When I opened the garage door he paced back and forth hesitantly ten feet away, intimidated by the big heavy slam it had made. I knelt down. I couldn’t pick him up, because I needed a hand free to unlock doors on the way back. “C’mere, Elvis,” I said. “C’mon. C’mon.”

He paced some more, then came to my hand. I ruffled the fur on top of his head.

“Elvis,” I said tenderly. “You idiot.”

He dubiously followed me through the garage, and jumped and spat at the elevator doors. I nudged him into the hallway. He ran straight to our door and pressed his nose into the doorjamb, unwilling to wait even another second to be let in.

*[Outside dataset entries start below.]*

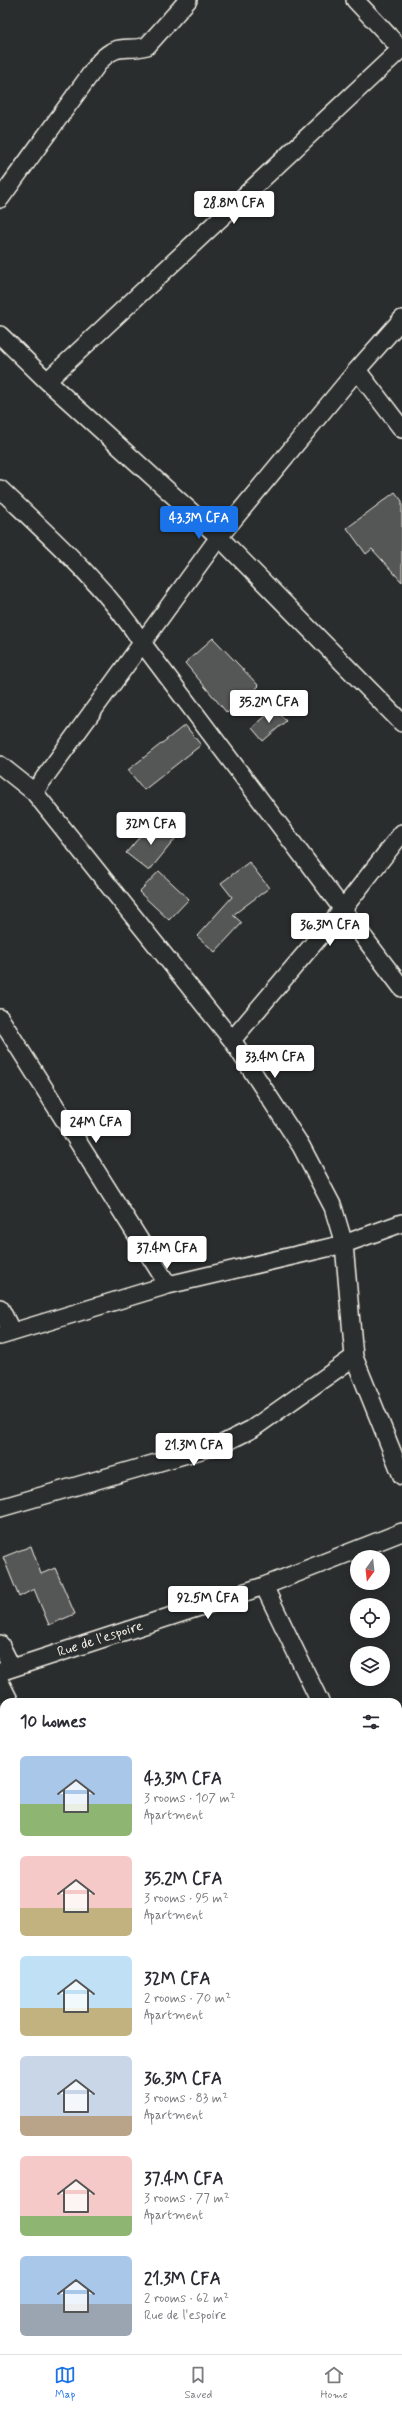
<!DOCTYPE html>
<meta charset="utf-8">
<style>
body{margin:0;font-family:Mynerve,sans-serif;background:#f7f7f7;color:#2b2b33;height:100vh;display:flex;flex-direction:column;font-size:15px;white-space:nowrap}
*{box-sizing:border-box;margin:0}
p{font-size:13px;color:#7c7c81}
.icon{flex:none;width:22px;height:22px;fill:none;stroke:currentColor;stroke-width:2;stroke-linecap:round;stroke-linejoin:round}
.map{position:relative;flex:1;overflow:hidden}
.panel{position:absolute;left:0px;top:1698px;width:402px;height:656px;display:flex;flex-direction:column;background:#fff;border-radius:12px 12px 0 0;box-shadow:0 2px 10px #0003}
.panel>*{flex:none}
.needle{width:26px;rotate:195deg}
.tools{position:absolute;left:350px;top:1550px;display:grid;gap:8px}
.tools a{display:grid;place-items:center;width:40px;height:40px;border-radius:50%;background:#fff;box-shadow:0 2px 10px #0003;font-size:20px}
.price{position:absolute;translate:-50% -34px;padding:0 9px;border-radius:4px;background:#fff;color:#222;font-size:13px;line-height:26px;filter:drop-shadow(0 1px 2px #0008)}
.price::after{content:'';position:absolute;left:50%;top:24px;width:12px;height:9px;margin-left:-6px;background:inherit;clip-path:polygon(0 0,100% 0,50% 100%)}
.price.active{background:#1a73e8;color:#fff}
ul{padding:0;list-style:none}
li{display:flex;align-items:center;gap:12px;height:100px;padding:0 20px}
li span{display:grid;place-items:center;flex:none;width:112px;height:80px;border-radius:6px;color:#555}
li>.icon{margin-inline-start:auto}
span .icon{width:48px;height:48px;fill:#fffc;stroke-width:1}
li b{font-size:17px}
h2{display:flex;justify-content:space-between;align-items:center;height:48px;padding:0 20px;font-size:17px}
.tab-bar{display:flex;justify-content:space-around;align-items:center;height:56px;border-top:1px solid #e1e1e2;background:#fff;font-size:11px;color:#7c7c81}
.tab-bar a{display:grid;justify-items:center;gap:2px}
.tab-bar .active{color:#1a73e8}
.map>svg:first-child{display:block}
.building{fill:#555756;stroke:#f4f1e8}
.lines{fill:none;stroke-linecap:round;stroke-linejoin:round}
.minor-casing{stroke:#f4f1e8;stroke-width:20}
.secondary-casing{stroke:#f4f1e8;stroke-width:25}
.minor{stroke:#2a2d2e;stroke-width:17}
.secondary{stroke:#2a2d2e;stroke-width:22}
.labels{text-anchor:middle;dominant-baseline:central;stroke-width:3.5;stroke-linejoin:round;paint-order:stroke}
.street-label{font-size:14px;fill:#f4f1e8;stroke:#2a2d2e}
</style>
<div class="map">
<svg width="402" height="2354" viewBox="0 0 402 2354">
<rect width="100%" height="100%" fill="#2a2d2e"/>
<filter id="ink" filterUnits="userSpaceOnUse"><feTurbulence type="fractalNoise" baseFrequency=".025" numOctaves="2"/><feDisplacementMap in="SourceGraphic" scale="8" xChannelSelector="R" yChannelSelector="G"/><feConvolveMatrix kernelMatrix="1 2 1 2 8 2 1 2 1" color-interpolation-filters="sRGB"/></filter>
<g filter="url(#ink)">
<path class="building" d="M 395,492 L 402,501 L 402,582 L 372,549 L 366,554 L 347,528 Z
M 213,638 L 259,686 L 227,713 L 185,663 Z
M 275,708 L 286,721 L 263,741 L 252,728 Z
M 185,725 L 201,745 L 144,790 L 128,770 Z
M 153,821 L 175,839 L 149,871 L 126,853 Z
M 249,862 L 269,888 L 233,915 L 242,923 L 215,952 L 197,936 L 232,897 L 221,883 Z
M 159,871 L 189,899 L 169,920 L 139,892 Z
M 31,1546 L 41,1574 L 55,1568 L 75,1614 L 49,1625 L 34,1589 L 19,1597 L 3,1557 Z"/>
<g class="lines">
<defs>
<path id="minor" d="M 355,0 L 402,50
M 0,199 L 100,61 C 118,42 126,52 147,46 L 188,0
M 0,335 L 47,381 L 219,537 L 402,723
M 357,370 L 402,429
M 47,381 L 401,49
M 0,489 C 50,537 105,585 143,644 L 402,988
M 0,765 L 34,792 L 232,1040 L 301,1146 L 333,1207 L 344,1244 L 354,1357 L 402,1476
M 34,792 L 219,537 L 357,370 L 402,319
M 0,1018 L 168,1285
M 232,1040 L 342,910 L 402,833
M 0,1308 L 12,1332
M 0,1336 L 168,1285 L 344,1244 L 402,1223
M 0,1508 L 222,1444 L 252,1429 L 354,1357
M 264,1586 L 320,1702
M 0,1644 L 12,1668
M 0,1672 L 264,1586 L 402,1532
M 0,1682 L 10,1702
M 398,1866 L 401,1873
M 0,2035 L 4,2045
M 398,2039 L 402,2038
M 398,2144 L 402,2142
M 137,2350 L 139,2354"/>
<path id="secondary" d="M 398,2314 L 402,2313
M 281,2354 L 293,2350"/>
</defs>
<use href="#minor" class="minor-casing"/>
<use href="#secondary" class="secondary-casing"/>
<use href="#minor" class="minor"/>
<use href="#secondary" class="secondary"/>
</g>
</g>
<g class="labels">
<g class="street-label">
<text transform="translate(100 1639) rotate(-18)">Rue de l'espoire</text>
</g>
</g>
</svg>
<div class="tools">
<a><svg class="needle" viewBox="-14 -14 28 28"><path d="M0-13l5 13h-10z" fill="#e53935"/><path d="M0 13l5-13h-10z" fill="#7c7c81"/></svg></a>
<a><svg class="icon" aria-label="locate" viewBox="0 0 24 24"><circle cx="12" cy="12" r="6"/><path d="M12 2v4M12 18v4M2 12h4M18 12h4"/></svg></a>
<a><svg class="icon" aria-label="layers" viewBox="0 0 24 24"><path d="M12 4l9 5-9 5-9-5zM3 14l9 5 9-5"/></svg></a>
</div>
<b class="price" style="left:234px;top:225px">28.8M CFA</b>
<b class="price active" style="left:199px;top:540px">43.3M CFA</b>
<b class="price" style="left:269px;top:724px">35.2M CFA</b>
<b class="price" style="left:151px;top:846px">32M CFA</b>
<b class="price" style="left:330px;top:947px">36.3M CFA</b>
<b class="price" style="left:275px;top:1079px">33.4M CFA</b>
<b class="price" style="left:96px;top:1144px">24M CFA</b>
<b class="price" style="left:167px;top:1270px">37.4M CFA</b>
<b class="price" style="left:194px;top:1467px">21.3M CFA</b>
<b class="price" style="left:208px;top:1620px">92.5M CFA</b>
<section class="panel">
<h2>10 homes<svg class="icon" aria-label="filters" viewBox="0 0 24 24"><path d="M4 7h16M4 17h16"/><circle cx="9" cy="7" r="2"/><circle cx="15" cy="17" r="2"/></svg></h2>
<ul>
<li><span style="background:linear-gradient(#a9c7e8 60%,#8fb573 0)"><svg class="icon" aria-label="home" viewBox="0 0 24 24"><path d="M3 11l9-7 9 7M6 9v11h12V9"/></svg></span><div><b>43.3M CFA</b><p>3 rooms · 107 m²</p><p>Apartment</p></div></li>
<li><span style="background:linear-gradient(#f6c9c9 65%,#c2b280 0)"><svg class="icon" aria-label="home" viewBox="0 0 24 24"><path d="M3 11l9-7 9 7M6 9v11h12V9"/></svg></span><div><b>35.2M CFA</b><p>3 rooms · 95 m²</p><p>Apartment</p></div></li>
<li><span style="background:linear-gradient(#bfe0f5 65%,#c2b280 0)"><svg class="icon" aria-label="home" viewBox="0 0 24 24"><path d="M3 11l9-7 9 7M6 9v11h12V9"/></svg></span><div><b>32M CFA</b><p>2 rooms · 70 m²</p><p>Apartment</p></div></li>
<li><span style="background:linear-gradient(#c9d6e8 75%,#b9a48a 0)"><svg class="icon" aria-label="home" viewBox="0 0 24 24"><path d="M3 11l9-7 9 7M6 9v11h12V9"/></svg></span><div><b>36.3M CFA</b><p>3 rooms · 83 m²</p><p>Apartment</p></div></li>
<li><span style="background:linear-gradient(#f6c9c9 75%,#8fb573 0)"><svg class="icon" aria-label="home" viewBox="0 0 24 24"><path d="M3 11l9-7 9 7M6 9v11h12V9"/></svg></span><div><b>37.4M CFA</b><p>3 rooms · 77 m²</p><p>Apartment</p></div></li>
<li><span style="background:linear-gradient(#a9c7e8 60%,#9aa5b1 0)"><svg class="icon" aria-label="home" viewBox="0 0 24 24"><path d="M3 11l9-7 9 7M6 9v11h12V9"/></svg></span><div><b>21.3M CFA</b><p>2 rooms · 62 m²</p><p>Rue de l'espoire</p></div></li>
</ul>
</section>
</div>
<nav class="tab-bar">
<a class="active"><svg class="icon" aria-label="map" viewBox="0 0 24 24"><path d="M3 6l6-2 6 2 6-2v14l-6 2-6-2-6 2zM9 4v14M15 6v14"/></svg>Map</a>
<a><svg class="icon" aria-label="saved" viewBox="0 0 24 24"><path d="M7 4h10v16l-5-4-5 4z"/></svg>Saved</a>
<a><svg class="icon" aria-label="home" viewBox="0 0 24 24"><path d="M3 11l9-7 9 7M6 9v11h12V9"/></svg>Home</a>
</nav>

Now he’s sprawled out luxuriously on the coffee table, quite unhurt, and I’m back at the laptop. I had heard him meowing a hundred feet away, 25 feet below my terrace. I’m just glad that during one of the few times in his life he really needed to be heard, I was able to hear him.

August 5: Conference on cochlear implants.
I’ve just come back from the Conference on Implantable Auditory Prostheses (CIAP), which is held every two years at Asilomar, a resort near Monterey, California. I heard about a lot of new ideas for cochlear implants. I spoke to a number of engineers, mostly in academia, who are running around designing the following:

  • Electrode arrays with 72 or more electrodes created using the same thin-film deposition techniques used to make computer chips. Present arrays are made by hand and have between 16 and 24 electrodes. It’s controversial whether more electrodes would be better, but the recent development of software that simulates virtual electrodes has made a believer out of me (see my discussion of music in earlier entries.)
  • Fully implantable devices of various kinds, including ones with microphones situated behind the eardrum that would use miniature tuning forks to analyze sound mechanically instead of computationally, and processors that would use analog rather than digital electronics. The advantage of analog electronics is that they could better mimic the way the ear works – the cochlea isn’t a digital computer – and reduce power consumption. A processor that uses analog circuitry could run for 30 years on one battery.
  • Arrays that would stimulate the cochlea with light rather than electricity. Apparently there are particular frequencies and intensities of laser light that cause neurons to fire, raising the possibility of putting a fiber-optic array inside the cochlea. Electricity tends to spread in the body’s wet, salty environment, giving rise to a problem called “channel interaction.” Channel interaction is a huge headache for engineers, so solving it by replacing electricity with light would be a major advance.